Years later in 2012, as the demands of running a small business became burdensome, Pete enlisted his east coast cousin Don Sandusky who was an experienced entrepreneur, engineer, inventor and sporting goods executive. An asset purchase agreement was executed with Pete and Hamboards Holdings, LLC was formed.

Within a year of forming an actual company, Hamboards was featured on Shark Tank on ABC, Season 5, Episode 4, which aired on October 12, 2013. Businessman Robert Herjavec offered $300K in exchange for a 30% stake in the company. The terms of the actual arrangement is bound by confidential terms. Notwithstanding, the television segment was popular and enjoyed multiple reruns, launching the brand around the world.

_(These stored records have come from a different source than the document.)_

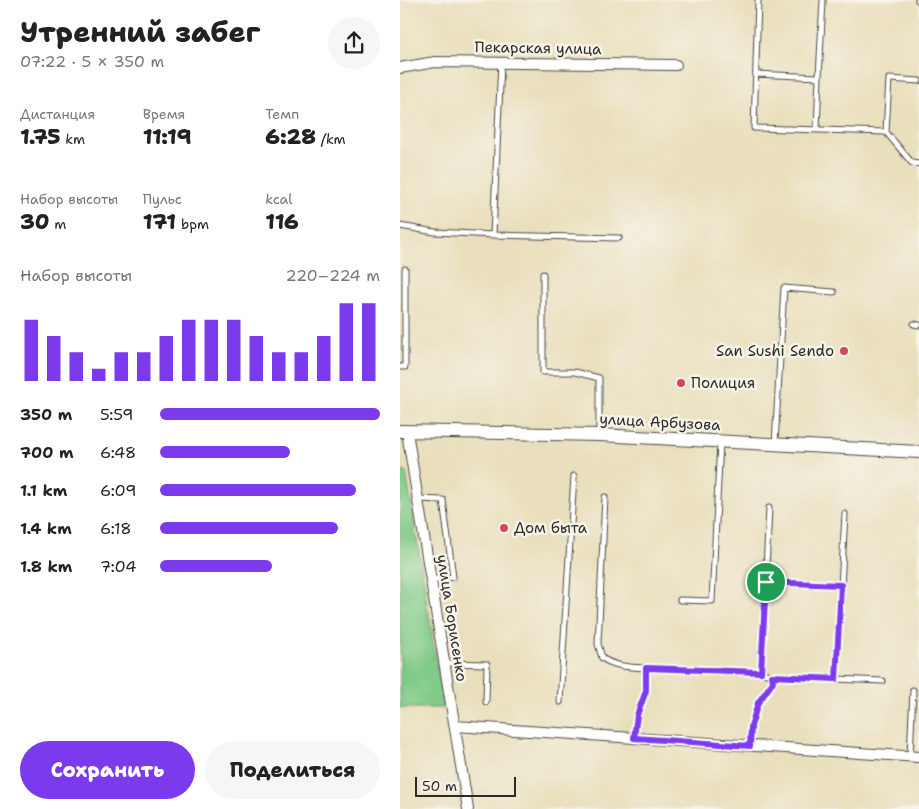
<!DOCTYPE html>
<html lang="ru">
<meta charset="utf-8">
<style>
:root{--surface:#fff;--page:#f6f6f6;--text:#222;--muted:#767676;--accent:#7c3aed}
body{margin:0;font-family:"Shantell Sans",sans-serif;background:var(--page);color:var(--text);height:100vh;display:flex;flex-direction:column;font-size:19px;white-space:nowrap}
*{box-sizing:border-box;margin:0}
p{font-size:16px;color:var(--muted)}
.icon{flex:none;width:28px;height:28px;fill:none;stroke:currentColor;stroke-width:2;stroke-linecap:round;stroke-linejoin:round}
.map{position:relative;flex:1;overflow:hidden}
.sheet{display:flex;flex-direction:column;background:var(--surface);width:400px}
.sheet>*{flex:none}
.scale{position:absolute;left:15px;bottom:12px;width:101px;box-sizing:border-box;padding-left:5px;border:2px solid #2b2b2b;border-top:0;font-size:14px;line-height:18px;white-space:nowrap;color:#2b2b2b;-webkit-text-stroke:4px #f7f3e8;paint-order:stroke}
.pin{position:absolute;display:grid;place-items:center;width:42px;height:42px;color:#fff;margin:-21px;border:2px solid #fff;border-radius:50%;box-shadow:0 1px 5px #0007}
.round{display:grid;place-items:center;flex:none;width:52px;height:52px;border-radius:26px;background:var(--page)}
.summary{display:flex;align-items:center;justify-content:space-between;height:85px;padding:0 20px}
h1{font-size:28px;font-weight:800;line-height:38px}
.stats{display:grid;grid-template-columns:repeat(3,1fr);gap:8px;height:85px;padding:5px 20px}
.stats div{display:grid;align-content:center}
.stats b{font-size:21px;font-weight:800}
.stats small{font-size:14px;font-weight:400}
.stats p{font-size:14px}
.chart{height:140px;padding:10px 20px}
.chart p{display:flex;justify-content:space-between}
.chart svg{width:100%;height:90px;margin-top:5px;stroke:var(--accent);stroke-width:6}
.action{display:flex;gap:10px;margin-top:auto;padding:10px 20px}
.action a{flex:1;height:58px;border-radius:30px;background:var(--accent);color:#fff;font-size:20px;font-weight:800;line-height:58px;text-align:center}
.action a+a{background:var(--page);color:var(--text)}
ul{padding:0 20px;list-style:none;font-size:16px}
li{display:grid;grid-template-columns:80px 60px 1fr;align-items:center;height:38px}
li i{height:12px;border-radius:6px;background:var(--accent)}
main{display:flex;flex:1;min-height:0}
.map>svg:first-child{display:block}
.green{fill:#81cb88;stroke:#567b5a}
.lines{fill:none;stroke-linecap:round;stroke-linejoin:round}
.service-casing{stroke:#484641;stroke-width:7}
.minor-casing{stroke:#484641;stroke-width:12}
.tertiary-casing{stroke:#484641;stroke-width:14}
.service{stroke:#fff;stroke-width:5}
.minor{stroke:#fff;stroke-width:10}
.tertiary{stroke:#fff;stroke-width:12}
.route-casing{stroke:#fff;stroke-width:10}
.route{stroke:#7c3aed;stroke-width:6}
.poi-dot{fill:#d1495b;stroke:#f7f3e8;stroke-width:2}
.labels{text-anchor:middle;stroke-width:5;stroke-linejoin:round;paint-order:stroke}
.street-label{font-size:15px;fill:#2b2b2b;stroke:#f7f3e8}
.poi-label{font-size:15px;fill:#2b2b2b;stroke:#f7f3e8;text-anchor:start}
</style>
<main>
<section class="sheet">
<div class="summary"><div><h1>Утренний забег</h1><p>07:22 · 5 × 350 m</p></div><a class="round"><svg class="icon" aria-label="share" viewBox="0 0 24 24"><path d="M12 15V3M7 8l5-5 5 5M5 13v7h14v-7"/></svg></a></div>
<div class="stats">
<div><p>Дистанция</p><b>1.75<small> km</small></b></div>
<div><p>Время</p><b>11:19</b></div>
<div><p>Темп</p><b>6:28<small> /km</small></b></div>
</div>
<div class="stats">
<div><p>Набор высоты</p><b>30<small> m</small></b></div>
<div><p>Пульс</p><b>171<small> bpm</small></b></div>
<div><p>kcal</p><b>116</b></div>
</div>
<div class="chart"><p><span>Набор высоты</span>220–224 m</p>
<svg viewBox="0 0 160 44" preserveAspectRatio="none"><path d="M5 44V14M15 44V22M25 44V30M35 44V38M45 44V30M55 44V30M65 44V22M75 44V14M85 44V14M95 44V14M105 44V22M115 44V30M125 44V30M135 44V22M145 44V6M155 44V6"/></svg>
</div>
<ul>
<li><b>350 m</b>5:59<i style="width:100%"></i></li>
<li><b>700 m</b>6:48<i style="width:59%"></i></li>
<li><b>1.1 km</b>6:09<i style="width:89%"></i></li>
<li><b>1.4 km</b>6:18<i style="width:81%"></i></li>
<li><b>1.8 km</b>7:04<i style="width:51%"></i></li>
</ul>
<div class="action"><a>Сохранить</a><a>Поделиться</a></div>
</section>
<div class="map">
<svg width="519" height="809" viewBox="0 0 519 809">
<rect width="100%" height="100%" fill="#f7f3e8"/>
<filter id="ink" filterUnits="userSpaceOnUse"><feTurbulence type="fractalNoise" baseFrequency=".02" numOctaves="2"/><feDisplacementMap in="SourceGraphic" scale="10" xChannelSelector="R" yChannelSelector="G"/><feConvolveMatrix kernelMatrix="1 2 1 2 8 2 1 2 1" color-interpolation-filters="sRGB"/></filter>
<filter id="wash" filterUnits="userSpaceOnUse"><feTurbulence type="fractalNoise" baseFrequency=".0096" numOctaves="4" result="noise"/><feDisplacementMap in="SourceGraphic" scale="20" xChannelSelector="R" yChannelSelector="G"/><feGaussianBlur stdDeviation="1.12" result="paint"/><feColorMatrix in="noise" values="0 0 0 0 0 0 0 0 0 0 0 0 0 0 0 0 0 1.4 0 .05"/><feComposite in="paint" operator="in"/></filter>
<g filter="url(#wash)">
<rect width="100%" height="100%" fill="#e9dfbc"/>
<path class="green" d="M0,471L6,472L44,708H0Z"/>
</g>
<g filter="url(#ink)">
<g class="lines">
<defs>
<path id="service" d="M358,0L354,128L486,132L512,163L519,164
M518,0L519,1
M356,74L419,77L417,130
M419,77L423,0
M486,132L489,79L519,81
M0,226L35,232L93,235L101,63
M93,235L219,238
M143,274V372H175L199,378V435
M514,324L519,325
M0,367H5V269
M375,444L384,288L434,292
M205,497L198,644L202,658C215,667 230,667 246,668V691L237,715L235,738
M18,499L43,500L53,577L31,580
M366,582L441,585
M280,600L312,601L320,442
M45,663L87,664L86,702
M246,668L361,672L369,508
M372,676L436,679L445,514
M436,679L483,681
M160,702L174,476
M350,746L351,726L358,703L373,682L372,676L361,672
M510,756L513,690"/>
<path id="minor" d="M0,68L35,62L276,65
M7,432L68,809
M55,726L519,757"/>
<path id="tertiary" d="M0,431L199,435L519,452"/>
</defs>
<use href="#service" class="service-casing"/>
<use href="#minor" class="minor-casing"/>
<use href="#tertiary" class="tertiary-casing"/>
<use href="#service" class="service"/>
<use href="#minor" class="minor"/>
<use href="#tertiary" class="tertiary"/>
</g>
</g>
<g class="lines" filter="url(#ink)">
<defs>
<path id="route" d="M366,582L441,585L436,679L372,676L373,682L358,703L351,726L350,746L234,738L237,715L246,691V668L361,672Z"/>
</defs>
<use href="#route" class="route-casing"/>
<use href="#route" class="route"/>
</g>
<g class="poi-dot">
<circle cx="444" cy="351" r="5"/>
<circle cx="281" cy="383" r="5"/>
<circle cx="104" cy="528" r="5"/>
</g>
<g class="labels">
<g class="street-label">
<text transform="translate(138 48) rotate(1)" y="5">Пекарская улица</text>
<text transform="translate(260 422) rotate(3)" y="5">улица Арбузова</text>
<text transform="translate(52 618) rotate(81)" y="5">улица Борисенко</text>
</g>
<g class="poi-label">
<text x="434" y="356" text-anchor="end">San Sushi Sendo</text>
<text x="291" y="388">Полиция</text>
<text x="114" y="533">Дом быта</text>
</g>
</g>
</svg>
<div class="scale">50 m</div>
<div class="pin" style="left:366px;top:582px;background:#1e9e55"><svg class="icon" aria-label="arrive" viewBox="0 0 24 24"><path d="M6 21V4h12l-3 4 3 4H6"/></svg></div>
</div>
</main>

The conversion from garage hobby to business was a challenging scale exercise. Hamboards started as a family operated, local specialty skateboard retail shop in Huntington Beach, CA and rapidly transformed into an international direct to consumer online business, that produced several variations of the longboard and skateboard, including The Classic, Pinger, Logger, Fish, Huntington Hop, Pescadito, Biscuit and Street Sweeper skate poles. During the following five years, the company derived mass-produced manufacturing, its own online retail sales channel, and its own content production capability.

In 2016 the company accepted its first equity investment from a Southern California investor. Within the year, the investor changed his mind, demanding his investment returned. This was a pivotal vertical event and nearly killed the company. Abruptly, Pete stopped working on Hamboards and focused on his grandchildren. His cousin, Don Sandusky bought-out the investor, right-sized the venture and focused on re-inventing the gear.

In 2019 Don enlisted two new partners, Abraham Paskowitz and Steven Ng who put their shoulders into re-inventing the business, focusing on gear marketing and developing a functioning worldwide business. Abraham serves as brand ambassador and leads B2B, Steve is the resident marketing expert and leads B2C while Don leads the company, is the primary admin, "gear head" and operations leader.